The press of the weekend pays the most attention to Russia’s moratorium on the conventional armaments treaty for Europe and comments on the Thailand’s Queen visit to Russia.

VEDOMOSTI reminds that the treaty was signed between countries – members of NATO and the Warsaw Pact. Since then, writes the paper, the Warsaw Pact has ceased to exist, then NATO expanded well beyond its old boundaries in both senses – geographical and political, thus violating the treaty in Russia’s view. And finally, the U.S. has decided to install the elements of the missile defence system and deploy new units in the newly-accepted NATO member countries.

From the Russian point of view, a whole new package of agreements is necessary to accommodate all the new, post-Soviet developments.

KOMMERSANT writes that by signing the moratorium Vladimir Putin took the first step towards the shifting of the military and political balance that had formed in the world in the past 15 years. It is a clear signal that the period of Russia’s weakness is over. The paper does not dismiss the possibility of the West taking up a more moderate position after the initial shock wanes, and a possible return of the treaty to the negotiation table.

MOSKOVSKY KOMSOMOLETS writes that the latest exchange of “pleasantries” by Washington and Moscow is nothing more than “clearing the table” for a new set of negotiations in a new world situation.

“This new situation may also trigger a new wave of confrontation between the US, Poland and a few others on one side… and the ”Old Europe“, like Germany and the Netherlands on the other, over a common position in relation to Russia,” said Dr. Alexander Pikayev of the Institute of the World Economy and International Relations, quoted by the paper.

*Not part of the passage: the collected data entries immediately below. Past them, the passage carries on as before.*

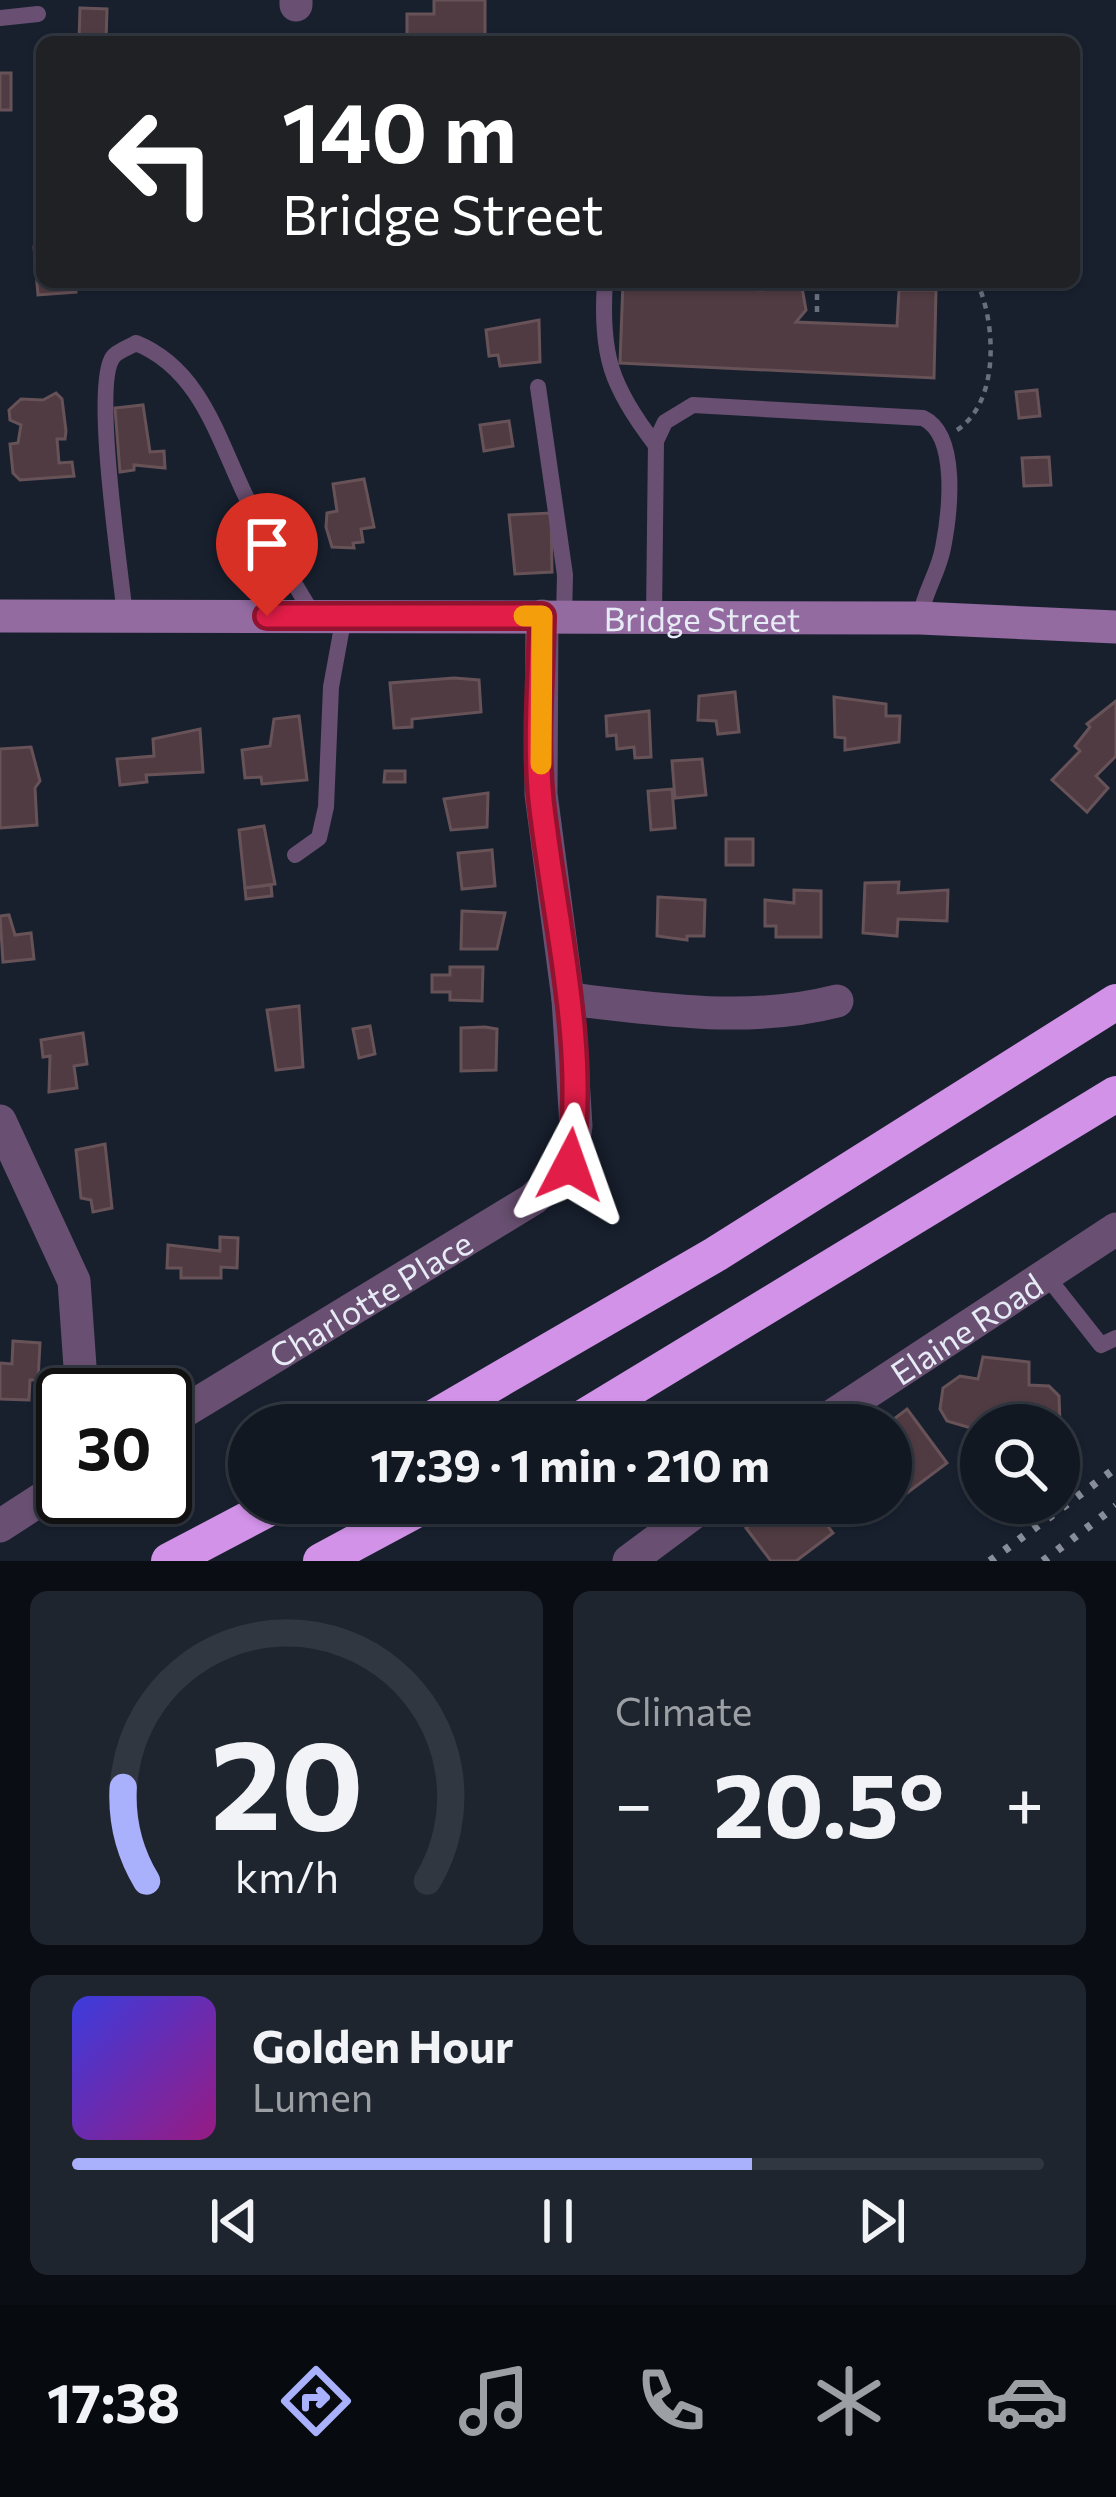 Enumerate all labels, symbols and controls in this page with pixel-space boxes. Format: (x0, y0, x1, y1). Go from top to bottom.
text: 140 m (282, 78, 517, 180)
icon: left (84, 84, 240, 240)
text: Bridge Street (282, 180, 604, 246)
pin (216, 493, 318, 616)
icon: arrive (234, 511, 300, 577)
street label: Bridge Street (604, 597, 800, 638)
position arrow (507, 1102, 633, 1228)
street label: Charlotte Place (261, 1221, 479, 1376)
street label: Elaine Road (882, 1263, 1050, 1393)
speed limit sign: 30 (36, 1368, 192, 1524)
map controls (960, 1404, 1080, 1524)
button: search (960, 1404, 1080, 1524)
text: 17:39 · 1 min · 210 m (370, 1436, 770, 1491)
text: Climate (615, 1686, 752, 1734)
text: 20 (210, 1703, 363, 1856)
text: 20.5° (713, 1746, 944, 1857)
text: − (615, 1761, 653, 1842)
text: + (1005, 1761, 1044, 1842)
text: km/h (234, 1849, 339, 1902)
text: Golden Hour (252, 2017, 513, 2072)
text: Lumen (252, 2072, 373, 2120)
icon: previous (201, 2188, 267, 2254)
icon: pause (525, 2188, 591, 2254)
icon: next (849, 2188, 915, 2254)
icon: directions (274, 2359, 358, 2443)
icon: music (452, 2359, 536, 2443)
icon: phone (629, 2359, 713, 2443)
icon: climate (807, 2359, 891, 2443)
icon: car (985, 2359, 1069, 2443)
text: 17:38 (47, 2368, 180, 2434)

Back to KOMMERSANT and more pleasant matters. Her Majesty Queen Sirikit of Thailand has spent almost two weeks in Russia on a visit dedicated to the 110th anniversary of establishing of diplomatic relations between Russia and Thailand (then Siam). Her Majesty repeated the route of King Chulalongkorn, Rama V, a great-grandfather to her husband and also her own ancestor, who visited Russia in 1897.

The Russian Emperor Nicholas II and King Chulalongkorn were lifelong friends. Russia played an important role in the Thai King’s game of balances that helped Siam remain the only independent country in South-East Asia.

St. Petersburg authorities gave a dinner in honor of the Queen on the date of the anniversary. The menu was an exact match of the one on the day in July 1897 when the two monarchs signed the historic document.